Dicks horchte auf. Perkisch nahm eine kleine Rache. Sie hatten ihn aus dem Belzig’schen Hause wegen der Grafenaffaire ausgeschlossen. Er war sehr empfindlich, das machte der Umgang mit der Poesie, die er in seinen Toasten betrieb. Er wollte sich schon eine kleine Genugthuung verschaffen – sie sollten sich Alle bis aufs Blut ängstigen! Zum Mindesten würde er, Perkisch, sich köstlich dabei amüsiren!

„Wieso?“ fragte Dicks nach einer Pause, in der Perkisch an den Hühnerkratzeln des Heftes herumkorrigirte.

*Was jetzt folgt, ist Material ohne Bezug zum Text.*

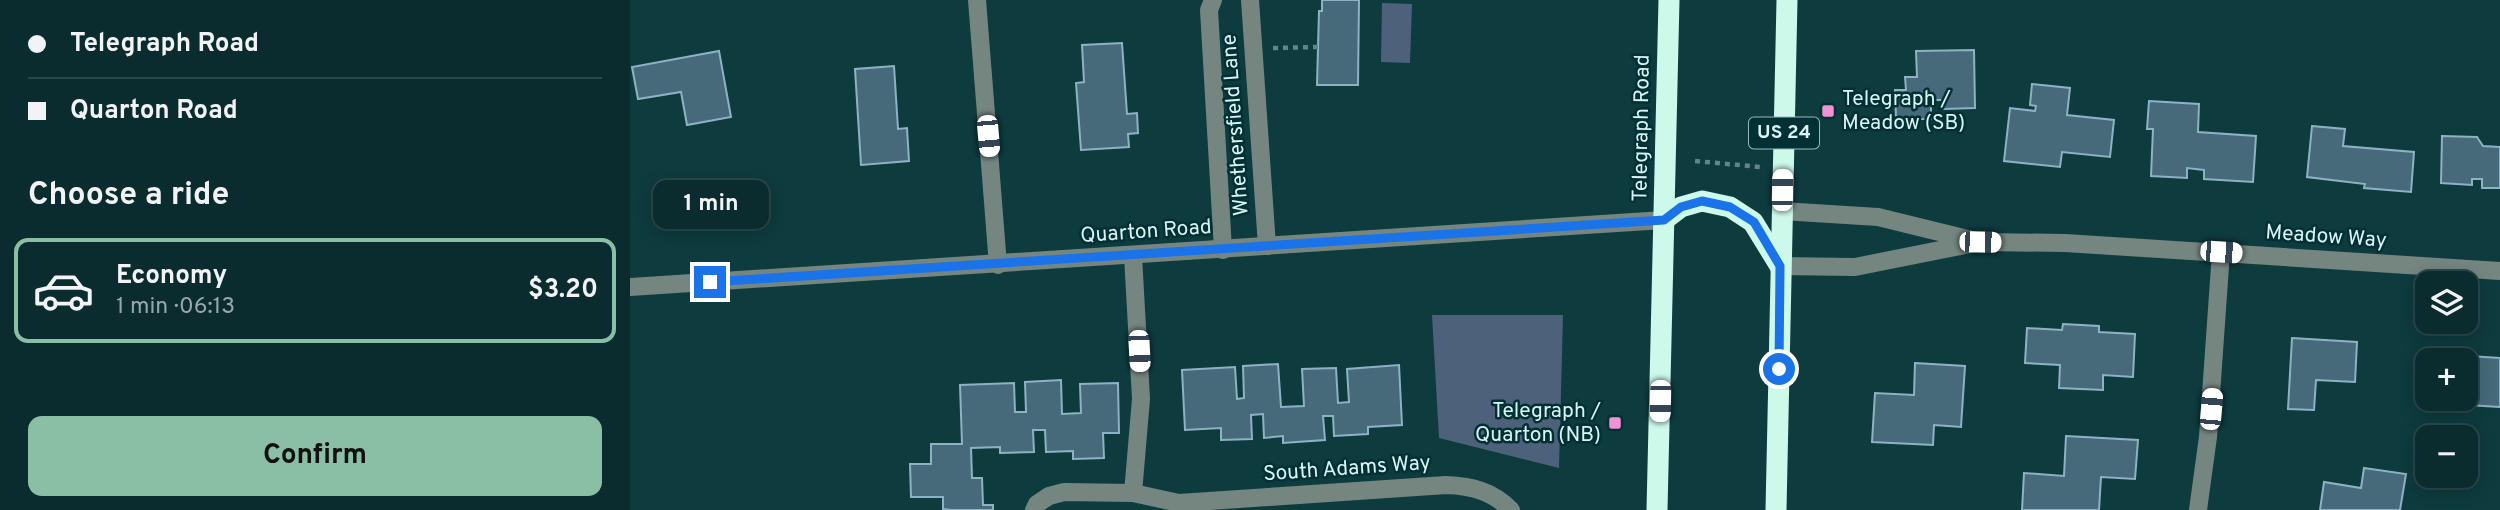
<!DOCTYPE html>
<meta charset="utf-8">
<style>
:root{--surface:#0a2c2e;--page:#18383a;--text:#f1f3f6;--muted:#99a7aa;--line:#2a484a;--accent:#8abfa5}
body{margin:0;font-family:Overpass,sans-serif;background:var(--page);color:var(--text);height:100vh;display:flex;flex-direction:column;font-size:26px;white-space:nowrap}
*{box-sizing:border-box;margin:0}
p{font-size:23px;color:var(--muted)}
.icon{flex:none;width:38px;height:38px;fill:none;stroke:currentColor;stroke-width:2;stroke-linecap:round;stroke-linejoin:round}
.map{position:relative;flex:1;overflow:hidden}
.side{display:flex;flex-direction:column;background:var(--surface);width:630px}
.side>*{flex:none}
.banner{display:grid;align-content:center;height:154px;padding:0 28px;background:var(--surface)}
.fabs{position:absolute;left:1785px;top:271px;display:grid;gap:14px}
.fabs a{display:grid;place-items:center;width:63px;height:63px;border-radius:14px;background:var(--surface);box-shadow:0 4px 18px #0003,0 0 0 2px var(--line);font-size:35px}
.end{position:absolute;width:32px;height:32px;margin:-16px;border:9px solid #1a73e8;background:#fff;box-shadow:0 0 0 4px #fff}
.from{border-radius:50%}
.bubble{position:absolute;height:49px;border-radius:14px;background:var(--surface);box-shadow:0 4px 18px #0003,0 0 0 2px var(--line);font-size:23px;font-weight:700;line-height:49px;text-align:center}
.car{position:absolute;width:21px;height:42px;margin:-21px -10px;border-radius:9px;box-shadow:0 0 5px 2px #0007;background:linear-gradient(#fff 24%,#345 0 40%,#fff 0 76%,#345 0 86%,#fff 0)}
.banner b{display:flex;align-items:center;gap:24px;height:66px;font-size:26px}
.banner b+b{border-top:2px solid var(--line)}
.banner i{width:18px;height:18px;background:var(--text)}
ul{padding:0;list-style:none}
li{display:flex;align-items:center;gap:21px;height:105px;margin:0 14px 10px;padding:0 14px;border:4px solid var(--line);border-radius:14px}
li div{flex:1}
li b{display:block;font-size:26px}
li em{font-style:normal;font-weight:700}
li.selected{border-color:var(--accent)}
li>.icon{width:63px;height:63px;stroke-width:1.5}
h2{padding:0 28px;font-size:32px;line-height:84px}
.primary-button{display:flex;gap:14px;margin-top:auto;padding:14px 28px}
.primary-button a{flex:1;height:80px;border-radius:14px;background:var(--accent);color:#111;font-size:28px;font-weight:700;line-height:80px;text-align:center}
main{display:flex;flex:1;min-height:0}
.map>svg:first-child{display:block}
.water{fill:#4e617b}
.building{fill:#466a7a;stroke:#8db2c3;stroke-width:2}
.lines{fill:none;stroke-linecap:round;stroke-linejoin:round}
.path{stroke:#628688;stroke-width:4.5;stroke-dasharray:5 5;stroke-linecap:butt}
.minor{stroke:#758680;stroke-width:18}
.highway{stroke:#cdf9eb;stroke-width:21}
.route{stroke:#1a73e8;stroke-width:9}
.poi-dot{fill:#f291d6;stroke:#013134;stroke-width:2.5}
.labels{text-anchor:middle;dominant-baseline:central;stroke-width:5;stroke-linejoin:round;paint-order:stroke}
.shield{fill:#013134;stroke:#9ab9ba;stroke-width:2}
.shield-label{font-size:19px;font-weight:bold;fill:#dcf3f4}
.poi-label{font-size:21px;fill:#dcf3f4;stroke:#013134;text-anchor:start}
.street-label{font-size:21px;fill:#dcf3f4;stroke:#013134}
</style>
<main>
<section class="side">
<div class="banner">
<b><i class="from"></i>Telegraph Road</b>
<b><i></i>Quarton Road</b>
</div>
<h2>Choose a ride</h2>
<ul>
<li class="selected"><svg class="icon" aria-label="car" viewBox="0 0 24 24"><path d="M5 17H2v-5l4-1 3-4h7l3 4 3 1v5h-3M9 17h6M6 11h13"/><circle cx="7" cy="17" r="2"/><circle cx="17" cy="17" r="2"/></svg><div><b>Economy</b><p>1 min · 06:13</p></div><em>$3.20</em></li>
</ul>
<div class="primary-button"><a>Confirm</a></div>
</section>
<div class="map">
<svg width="1870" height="510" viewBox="0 0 1870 510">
<rect width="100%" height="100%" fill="#0e3b3e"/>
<!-- water -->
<g class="water">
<polygon points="752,3 782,4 780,63 751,62"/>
<polygon points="802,315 933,315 929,468 809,438"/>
</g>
<!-- building -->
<g class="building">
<polygon points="692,0 729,0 728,85 687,85 689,11 692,11"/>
<polygon points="492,43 497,114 507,113 508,133 498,134 499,147 451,150 446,83 454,82 452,45"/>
<polygon points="1344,50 1345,108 1314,109 1314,100 1301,100 1301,119 1266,119 1265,90 1276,90 1275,77 1287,77 1286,51"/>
<polygon points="89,51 101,117 57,125 51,92 8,99 2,67"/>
<polygon points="264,66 268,129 277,128 279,161 231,165 225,69"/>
<polygon points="1402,84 1440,88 1437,115 1484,120 1480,157 1432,152 1430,167 1374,161 1380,108 1405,111 1406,106 1400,105"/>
<polygon points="1519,101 1569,104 1568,132 1626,136 1623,182 1574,179 1574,170 1557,168 1557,178 1521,176 1523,129 1517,129"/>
<polygon points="1682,126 1715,129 1713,146 1784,152 1781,192 1734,188 1735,184 1677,177"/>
<polygon points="1812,136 1847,137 1853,146 1870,147 1870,188 1852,188 1852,179 1842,179 1842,185 1811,183"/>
<polygon points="1433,324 1469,326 1469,332 1505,334 1503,377 1473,375 1473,390 1429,388 1430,365 1395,363 1397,328 1432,330"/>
<polygon points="1662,338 1727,342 1725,382 1686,380 1684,410 1658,409"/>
<polygon points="1840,356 1870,358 1870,407 1837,405"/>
<polygon points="1285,363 1335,366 1331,427 1304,425 1303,445 1242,442 1245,393 1284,395"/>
<polygon points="648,364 651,407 674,406 672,369 706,368 708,403 719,402 717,369 769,365 772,425 738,427 738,434 704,436 703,416 693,416 695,440 653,443 653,436 634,438 633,414 621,415 622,439 591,440 591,428 555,430 552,370 605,367 607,399 614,398 613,366"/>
<polygon points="431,380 432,414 451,413 450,384 488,383 489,433 473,433 474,458 443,459 443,451 416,452 415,430 403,430 404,452 370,453 370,447 341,448 342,478 352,478 353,505 363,505 363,510 322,510 313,509 313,497 281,497 280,464 301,464 301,444 332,444 330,385 384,383 385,412 396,412 395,382"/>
<polygon points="1436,436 1508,440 1505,479 1471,477 1469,510 1392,510 1394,473 1434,476"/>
<polygon points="1734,468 1776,474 1770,510 1690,510 1694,482 1731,488"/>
</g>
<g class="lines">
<!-- path -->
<g class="path">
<polyline points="643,48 688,47"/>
<polyline points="1065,161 1131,167"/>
</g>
<!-- minor -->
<g class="minor">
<polyline points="347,0 368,265"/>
<polyline points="583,0 579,10 593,250"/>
<polyline points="620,0 637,246"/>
<polyline points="1350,242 1435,243 1870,271"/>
<polyline points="503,256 511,399 503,493"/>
<polyline points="1150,266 1225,267 1350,242 1248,217 1152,211"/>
<polyline points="0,287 1034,220"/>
<path d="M404 510 407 504 419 496 434 492 503 493 549 503 816 485C842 486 862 491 881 510"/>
<polyline points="1568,510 1578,437 1591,252"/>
</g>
<!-- highway -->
<g class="highway">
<polyline points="1034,220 1051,207 1072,201 1100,207 1123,222 1150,266"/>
<polyline points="1027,510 1039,0"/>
<polyline points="1146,510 1157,0"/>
</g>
</g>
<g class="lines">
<!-- route -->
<polyline class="route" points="80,282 1034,220 1051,207 1072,201 1100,207 1124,222 1150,266 1149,369"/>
</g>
<!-- markers -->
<g class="poi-dot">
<rect x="1191" y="104" width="14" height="14" rx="3.5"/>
<rect x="978" y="416" width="14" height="14" rx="3.5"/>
</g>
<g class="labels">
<!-- shield labels -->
<rect class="shield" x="1119" y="117.5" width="70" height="31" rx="5"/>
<g class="shield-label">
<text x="1154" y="133">US 24</text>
</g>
<!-- poi labels -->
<g class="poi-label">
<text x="1212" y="99">Telegraph /<tspan x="1212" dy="24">Meadow (SB)</tspan></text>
<text x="971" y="411" text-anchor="end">Telegraph /<tspan x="971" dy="24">Quarton (NB)</tspan></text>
</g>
<!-- street labels -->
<g class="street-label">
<text transform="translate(606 125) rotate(-94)">Whethersfield Lane</text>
<text transform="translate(1012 128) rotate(-89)">Telegraph Road</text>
<text transform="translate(516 232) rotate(-4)">Quarton Road</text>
<text transform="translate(1696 237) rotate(4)">Meadow Way</text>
<text transform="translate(717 469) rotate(-4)">South Adams Way</text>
</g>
</g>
</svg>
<div class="fabs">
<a><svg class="icon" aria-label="layers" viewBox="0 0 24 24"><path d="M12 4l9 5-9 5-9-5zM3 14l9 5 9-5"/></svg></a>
<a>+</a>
<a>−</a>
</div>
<i class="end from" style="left:1149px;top:369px"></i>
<i class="end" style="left:80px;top:282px"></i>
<div class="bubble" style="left:23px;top:180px;width:116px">1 min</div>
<i class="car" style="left:358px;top:136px;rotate:175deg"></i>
<i class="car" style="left:1152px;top:190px;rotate:1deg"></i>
<i class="car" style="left:1350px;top:242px;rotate:91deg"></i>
<i class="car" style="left:1591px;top:252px;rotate:94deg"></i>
<i class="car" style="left:509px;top:351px;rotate:177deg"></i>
<i class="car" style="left:1030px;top:401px;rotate:181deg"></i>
<i class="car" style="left:1581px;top:409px;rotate:5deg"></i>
</div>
</main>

„Nun, Sie wissen doch – oder sollten Sie das noch nicht wissen, in welchem Verhältniß Ihr sogenannter Onkel zu Ihrem Namen steht? Adoptirt, mein Lieber – o Pardon – adoptirt, Baron! Sie wissen wohl nicht, was das ist, wie? Ich will es Ihnen erklären.“

Dicks hatte es bisher wirklich noch nicht der Mühe werth gehalten, seinen Onkel auf seine Echtheit zu prüfen. Er wußte nur, daß er, Walther und Olga die einzig Uebrigbleibenden des Namens waren. Das Wort Adoption hatte er zwar aus den Unterweisungen, die ihm Tante Olga in Betreff der Familie gab, herausgehört, ohne darauf zu achten, was das sei.

Perkisch erklärte es ihm nun, und er war erstaunt über die Wirkung seiner Mittheilung.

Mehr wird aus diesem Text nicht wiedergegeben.